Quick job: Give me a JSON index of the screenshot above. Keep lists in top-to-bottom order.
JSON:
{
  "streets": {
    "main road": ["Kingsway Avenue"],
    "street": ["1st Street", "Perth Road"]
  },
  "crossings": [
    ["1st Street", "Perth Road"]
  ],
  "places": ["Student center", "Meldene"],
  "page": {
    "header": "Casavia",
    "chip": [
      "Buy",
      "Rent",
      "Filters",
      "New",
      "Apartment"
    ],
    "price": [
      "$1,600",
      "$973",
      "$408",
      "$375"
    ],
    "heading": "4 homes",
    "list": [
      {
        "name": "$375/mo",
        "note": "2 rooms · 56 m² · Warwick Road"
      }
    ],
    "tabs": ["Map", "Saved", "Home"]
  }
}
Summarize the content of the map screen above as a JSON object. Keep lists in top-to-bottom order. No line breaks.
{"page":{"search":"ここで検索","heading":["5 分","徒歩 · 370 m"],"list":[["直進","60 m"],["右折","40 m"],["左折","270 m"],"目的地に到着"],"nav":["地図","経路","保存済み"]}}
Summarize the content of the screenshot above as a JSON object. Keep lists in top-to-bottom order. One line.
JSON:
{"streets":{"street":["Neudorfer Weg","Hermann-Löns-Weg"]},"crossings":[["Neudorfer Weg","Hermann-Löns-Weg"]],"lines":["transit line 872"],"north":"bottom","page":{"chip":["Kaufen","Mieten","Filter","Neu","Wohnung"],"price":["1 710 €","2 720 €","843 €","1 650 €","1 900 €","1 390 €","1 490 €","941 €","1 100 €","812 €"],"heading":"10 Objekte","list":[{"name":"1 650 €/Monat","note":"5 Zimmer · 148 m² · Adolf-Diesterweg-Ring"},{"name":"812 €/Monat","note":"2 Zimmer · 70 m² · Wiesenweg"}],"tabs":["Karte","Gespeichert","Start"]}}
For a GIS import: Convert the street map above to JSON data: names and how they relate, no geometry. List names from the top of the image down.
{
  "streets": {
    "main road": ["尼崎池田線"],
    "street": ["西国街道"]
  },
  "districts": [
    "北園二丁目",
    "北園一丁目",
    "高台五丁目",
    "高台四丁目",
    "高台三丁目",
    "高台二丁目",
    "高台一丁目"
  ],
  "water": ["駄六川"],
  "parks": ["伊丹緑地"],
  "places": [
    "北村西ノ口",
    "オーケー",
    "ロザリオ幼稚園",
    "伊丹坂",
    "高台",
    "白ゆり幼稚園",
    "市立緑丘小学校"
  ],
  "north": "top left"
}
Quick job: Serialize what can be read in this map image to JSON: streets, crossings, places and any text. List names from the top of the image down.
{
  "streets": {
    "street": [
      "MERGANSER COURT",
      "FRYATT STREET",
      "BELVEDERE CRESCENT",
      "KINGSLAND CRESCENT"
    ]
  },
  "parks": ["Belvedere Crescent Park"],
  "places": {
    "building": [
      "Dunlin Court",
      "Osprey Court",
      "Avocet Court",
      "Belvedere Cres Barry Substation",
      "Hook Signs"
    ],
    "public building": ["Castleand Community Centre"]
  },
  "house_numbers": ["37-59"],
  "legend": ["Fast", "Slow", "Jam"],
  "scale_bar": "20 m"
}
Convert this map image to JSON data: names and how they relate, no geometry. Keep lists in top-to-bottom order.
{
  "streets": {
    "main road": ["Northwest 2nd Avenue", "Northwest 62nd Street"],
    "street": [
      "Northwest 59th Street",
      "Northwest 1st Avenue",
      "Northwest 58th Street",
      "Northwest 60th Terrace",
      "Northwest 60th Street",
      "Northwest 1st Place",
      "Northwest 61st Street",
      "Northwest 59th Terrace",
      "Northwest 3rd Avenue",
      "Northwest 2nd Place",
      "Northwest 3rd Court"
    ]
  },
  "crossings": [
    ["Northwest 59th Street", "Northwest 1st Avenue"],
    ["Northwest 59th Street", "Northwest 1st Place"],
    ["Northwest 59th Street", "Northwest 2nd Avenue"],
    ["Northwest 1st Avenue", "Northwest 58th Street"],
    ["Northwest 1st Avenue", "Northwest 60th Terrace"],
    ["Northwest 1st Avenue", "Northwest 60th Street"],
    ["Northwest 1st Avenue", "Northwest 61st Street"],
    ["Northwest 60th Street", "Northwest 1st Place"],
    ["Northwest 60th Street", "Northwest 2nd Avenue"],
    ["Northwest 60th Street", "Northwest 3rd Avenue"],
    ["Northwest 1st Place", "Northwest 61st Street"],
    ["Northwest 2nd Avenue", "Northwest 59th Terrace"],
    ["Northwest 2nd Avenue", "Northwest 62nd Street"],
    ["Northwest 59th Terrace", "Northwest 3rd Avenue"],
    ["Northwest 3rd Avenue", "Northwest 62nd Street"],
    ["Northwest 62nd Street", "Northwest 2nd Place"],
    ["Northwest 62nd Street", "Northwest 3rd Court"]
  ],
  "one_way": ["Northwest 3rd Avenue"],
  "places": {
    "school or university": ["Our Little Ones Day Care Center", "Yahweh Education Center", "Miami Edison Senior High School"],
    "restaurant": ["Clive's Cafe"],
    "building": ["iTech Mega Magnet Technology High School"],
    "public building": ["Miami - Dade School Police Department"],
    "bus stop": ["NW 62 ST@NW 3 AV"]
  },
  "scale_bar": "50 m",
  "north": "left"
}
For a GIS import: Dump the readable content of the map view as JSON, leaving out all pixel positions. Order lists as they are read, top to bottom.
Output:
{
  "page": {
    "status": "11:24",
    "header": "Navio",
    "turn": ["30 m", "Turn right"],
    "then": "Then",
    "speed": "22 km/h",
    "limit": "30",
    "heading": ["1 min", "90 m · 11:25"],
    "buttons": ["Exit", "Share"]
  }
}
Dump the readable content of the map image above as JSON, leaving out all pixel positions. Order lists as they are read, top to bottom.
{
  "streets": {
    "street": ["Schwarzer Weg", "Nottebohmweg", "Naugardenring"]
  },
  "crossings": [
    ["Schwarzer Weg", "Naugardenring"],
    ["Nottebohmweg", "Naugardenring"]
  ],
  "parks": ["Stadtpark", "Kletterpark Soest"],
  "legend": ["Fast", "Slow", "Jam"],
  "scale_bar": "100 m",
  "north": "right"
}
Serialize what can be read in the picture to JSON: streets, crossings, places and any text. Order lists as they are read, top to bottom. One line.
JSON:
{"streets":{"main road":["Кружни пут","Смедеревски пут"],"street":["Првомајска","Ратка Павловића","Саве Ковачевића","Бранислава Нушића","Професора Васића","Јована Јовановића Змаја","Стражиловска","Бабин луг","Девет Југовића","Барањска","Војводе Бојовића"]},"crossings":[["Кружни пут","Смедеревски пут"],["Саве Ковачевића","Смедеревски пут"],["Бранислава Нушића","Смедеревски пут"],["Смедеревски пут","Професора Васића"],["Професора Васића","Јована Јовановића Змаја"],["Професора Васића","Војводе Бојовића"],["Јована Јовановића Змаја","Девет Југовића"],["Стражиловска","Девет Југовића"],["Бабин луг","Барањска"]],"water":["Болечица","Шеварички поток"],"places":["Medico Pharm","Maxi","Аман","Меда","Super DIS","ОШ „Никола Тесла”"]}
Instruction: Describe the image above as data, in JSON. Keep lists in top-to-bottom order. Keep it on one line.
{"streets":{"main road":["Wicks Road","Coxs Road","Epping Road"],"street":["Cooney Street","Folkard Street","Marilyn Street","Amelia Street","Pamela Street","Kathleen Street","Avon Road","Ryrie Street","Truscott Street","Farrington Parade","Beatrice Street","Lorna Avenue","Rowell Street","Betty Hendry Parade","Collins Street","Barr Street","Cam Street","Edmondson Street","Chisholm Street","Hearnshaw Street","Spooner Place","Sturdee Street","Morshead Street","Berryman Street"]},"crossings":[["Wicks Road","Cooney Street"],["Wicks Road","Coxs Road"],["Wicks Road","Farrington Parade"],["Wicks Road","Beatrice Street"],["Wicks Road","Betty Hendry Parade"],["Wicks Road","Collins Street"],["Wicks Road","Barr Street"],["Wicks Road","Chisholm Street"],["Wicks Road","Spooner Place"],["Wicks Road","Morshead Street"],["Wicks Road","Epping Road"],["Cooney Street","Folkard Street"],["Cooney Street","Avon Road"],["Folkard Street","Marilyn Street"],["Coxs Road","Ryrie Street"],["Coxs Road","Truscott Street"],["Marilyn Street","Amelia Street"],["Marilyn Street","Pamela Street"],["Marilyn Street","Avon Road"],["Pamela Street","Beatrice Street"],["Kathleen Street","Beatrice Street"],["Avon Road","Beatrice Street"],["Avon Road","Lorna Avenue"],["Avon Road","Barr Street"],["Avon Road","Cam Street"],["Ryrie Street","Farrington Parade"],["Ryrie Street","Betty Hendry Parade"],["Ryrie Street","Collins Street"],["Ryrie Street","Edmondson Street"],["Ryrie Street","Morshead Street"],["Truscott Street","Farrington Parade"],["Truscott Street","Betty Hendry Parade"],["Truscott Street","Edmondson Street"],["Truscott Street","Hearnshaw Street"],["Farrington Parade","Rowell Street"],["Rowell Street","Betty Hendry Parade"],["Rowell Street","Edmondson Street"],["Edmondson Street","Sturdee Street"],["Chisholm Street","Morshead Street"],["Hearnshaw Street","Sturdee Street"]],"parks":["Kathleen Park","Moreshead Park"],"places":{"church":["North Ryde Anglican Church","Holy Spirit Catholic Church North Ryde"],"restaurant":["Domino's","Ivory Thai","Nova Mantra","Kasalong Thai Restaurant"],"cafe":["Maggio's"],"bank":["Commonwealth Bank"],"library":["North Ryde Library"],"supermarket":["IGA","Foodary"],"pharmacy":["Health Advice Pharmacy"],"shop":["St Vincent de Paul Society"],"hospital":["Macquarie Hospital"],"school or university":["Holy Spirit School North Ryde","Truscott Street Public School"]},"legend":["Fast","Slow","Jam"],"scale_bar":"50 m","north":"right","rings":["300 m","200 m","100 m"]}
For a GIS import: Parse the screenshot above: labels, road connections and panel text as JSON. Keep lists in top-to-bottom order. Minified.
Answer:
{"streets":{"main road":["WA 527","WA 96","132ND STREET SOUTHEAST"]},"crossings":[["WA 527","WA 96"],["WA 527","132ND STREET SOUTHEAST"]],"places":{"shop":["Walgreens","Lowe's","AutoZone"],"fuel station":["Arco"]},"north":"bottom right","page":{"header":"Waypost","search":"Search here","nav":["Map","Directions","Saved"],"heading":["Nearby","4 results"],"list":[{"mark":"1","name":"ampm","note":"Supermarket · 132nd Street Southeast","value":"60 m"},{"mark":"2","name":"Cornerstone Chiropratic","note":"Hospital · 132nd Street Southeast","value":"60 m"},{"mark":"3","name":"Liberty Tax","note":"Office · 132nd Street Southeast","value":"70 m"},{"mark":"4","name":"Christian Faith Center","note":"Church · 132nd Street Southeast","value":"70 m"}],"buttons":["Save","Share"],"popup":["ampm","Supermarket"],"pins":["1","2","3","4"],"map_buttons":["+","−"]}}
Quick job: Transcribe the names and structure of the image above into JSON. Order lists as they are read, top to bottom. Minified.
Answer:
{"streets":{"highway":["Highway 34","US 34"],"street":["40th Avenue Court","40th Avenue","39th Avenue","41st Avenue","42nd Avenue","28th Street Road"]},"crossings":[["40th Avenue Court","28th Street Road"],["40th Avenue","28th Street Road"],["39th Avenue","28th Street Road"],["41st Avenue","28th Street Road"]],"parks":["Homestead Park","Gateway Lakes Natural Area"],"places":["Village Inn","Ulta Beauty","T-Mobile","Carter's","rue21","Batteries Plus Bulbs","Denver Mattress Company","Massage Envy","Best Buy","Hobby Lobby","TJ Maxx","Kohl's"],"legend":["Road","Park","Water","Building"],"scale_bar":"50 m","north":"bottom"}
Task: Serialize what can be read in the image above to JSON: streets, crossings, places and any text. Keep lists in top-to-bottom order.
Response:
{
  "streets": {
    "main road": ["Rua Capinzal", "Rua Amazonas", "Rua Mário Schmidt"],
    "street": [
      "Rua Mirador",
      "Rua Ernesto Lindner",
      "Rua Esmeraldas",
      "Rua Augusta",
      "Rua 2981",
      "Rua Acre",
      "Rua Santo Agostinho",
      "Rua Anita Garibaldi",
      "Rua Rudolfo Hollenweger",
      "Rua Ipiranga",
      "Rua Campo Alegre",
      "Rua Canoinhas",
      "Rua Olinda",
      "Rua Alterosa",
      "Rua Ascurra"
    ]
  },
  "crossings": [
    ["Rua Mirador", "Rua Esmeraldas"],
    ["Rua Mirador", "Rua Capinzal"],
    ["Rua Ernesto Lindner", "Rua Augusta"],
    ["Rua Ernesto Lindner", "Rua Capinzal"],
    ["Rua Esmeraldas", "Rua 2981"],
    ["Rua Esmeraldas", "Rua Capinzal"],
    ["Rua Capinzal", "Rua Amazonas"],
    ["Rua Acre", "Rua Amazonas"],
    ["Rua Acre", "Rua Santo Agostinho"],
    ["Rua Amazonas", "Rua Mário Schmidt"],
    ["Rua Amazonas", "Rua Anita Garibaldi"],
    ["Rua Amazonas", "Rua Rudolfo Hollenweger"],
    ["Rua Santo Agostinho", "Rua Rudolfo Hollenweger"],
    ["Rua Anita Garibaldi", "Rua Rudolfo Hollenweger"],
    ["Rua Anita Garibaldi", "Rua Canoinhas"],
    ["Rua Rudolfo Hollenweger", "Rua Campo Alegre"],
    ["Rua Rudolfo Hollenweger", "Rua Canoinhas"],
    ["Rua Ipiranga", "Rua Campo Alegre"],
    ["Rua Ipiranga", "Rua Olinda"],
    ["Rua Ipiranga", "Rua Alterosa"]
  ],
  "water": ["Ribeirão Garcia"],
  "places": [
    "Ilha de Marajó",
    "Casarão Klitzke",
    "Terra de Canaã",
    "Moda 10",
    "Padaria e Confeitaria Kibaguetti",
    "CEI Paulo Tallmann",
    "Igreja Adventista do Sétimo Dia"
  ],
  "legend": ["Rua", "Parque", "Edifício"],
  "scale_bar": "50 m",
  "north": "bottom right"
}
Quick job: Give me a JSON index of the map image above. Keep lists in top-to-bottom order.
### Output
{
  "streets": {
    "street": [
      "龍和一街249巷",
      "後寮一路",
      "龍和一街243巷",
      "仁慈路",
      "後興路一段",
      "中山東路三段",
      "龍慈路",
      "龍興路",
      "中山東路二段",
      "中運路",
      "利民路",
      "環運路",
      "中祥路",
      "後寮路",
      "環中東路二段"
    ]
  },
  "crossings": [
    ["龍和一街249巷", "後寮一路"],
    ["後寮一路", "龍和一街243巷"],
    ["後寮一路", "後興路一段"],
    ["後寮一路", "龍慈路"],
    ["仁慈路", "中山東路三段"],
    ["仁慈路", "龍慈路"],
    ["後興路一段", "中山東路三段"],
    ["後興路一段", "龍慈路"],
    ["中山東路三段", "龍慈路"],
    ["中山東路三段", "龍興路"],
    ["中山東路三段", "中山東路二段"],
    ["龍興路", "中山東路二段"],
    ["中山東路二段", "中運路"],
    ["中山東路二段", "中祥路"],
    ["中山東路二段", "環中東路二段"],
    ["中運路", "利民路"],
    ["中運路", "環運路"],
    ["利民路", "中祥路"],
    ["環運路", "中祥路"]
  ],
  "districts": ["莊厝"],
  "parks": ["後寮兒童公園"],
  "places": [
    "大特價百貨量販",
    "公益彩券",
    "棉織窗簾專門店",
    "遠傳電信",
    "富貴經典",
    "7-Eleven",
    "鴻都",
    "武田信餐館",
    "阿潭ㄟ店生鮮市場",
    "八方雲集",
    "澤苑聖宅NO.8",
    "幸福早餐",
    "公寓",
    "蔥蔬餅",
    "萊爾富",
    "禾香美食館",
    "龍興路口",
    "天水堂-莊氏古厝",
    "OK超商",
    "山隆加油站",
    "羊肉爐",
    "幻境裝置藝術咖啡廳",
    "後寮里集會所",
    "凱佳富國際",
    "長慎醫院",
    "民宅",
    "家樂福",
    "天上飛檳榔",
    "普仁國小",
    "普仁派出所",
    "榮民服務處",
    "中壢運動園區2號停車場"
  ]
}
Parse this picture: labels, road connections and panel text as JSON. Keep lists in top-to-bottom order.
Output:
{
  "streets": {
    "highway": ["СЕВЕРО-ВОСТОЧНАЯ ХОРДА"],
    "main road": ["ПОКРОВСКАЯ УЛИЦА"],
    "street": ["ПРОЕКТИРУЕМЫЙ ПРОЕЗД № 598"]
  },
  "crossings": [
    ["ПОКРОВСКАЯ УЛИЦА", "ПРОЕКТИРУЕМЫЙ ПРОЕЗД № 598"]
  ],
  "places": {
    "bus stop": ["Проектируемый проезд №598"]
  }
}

------------------------------------

* [Exercise]: Using the entries above, state how many lines contain the string "Give"; the number is all that is needed.

* [Result]: 2